# polyurethane to finish bow?



## cpowel10

I just finished staining my bow tonight.  The lady at Home Depot said it would be fine to use polyurethane to seal it with.  Have any of yall used it to finish a bow?  I wanted to check with yall before I put it on the bow tomorrow


----------



## cpowel10

This is the stuff I bought
http://www.homedepot.com/h_d1/N-5yc...splay?langId=-1&storeId=10051&catalogId=10053


----------



## SOS

On my first laminated bow, I went with several coats of the Minwax Wipe-on Poly.  Seems durable, although I need to fine sand and reseal after three hard seasons of hunting and almost daily shooting.


----------



## OconeeDan

It works fine except if you  have sunscreen or bug lotion on your hands.  Not sure which it is, but one of them will make the poly finish melt and become sticky.  Not a huge deal.  They act like a solvent.
Dan


----------



## Apex Predator

I had better luck with Minwax spray lacquer, also available at Home Depot.  Lacquer will dry on oily exotics as well.


----------



## robert carter

I have a longbow I hunted with off and on for 3 years homemade I sprayed with it.Course its butt ugly but will kill stuff.RC


----------



## NCHillbilly

My favorite finishes for bows are Helmsman spray spar urethane (satin), or Tru-oil.


----------



## FVR

I've used that poly with no problems.  I do follow up with 4 or 5 coats of turtlewax.

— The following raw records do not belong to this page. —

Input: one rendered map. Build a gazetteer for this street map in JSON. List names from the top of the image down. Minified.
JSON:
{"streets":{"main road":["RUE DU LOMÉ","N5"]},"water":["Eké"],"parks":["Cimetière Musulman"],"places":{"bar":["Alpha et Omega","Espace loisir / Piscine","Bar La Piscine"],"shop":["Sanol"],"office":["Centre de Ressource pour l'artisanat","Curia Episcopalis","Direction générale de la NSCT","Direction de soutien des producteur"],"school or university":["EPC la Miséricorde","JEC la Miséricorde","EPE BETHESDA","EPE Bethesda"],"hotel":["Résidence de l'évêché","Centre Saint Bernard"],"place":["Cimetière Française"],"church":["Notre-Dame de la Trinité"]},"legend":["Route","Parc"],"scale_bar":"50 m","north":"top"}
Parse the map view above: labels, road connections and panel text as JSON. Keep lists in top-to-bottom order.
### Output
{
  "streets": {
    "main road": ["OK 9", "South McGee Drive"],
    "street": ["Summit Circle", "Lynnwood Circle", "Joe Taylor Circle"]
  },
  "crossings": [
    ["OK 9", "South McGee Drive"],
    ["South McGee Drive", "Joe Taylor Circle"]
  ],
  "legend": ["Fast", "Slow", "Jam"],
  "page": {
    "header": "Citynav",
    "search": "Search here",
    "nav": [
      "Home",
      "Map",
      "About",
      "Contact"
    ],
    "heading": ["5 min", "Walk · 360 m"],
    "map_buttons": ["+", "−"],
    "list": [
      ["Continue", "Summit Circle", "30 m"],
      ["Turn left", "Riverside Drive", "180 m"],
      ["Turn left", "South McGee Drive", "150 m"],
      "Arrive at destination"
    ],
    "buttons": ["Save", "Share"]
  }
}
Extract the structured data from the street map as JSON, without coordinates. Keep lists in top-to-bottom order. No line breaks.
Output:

My fav. finish for sinew backed bows is clear spraypaint.  Talk about sealing it up.

For unbacked selfbows nowdays, I rub in numerous coats of tung oil and again follow with 2 or 3 coats of minwax, car wax, and even have sprayed lemon scented  pledge.

I've even started waxing my arrows after I make them.  Works great.


----------



## Barry Duggan

I some how didn't figure I was the only person who waxed their arrows.


----------



## Arrow Flinger

I use minwax wipe on satin  poly.  I usually end up putting on 7-8 coats.  I like the results.  I do my first coat a little different though.  I put the first coat on very heavy and then sand real good  with some 120 grit sandpaper while the finish is still wet.  This adds a little saw dust to the finish( called slurry) and really seals the grain good in one coat. This coat drys 12 hours and then a good sanding.  The next coats are light coats with light sanding between with 320 git.  These coats can ususally be done 4 hours apart.


----------



## CallMaker

You did not say if it is a wood or laminated bow. I use Tru-Oil on my wood bows with good results. Tried MinWax wipe on poly but find it not to be a durable nor as water resistant.

Ed


----------



## dpoole

cpowel10 said:


> I just finished staining my bow tonight.  The lady at Home Depot said it would be fine to use polyurethane to seal it with.  Have any of yall used it to finish a bow?  I wanted to check with yall before I put it on the bow tomorrow



what does the lady at home depot know about bows !


----------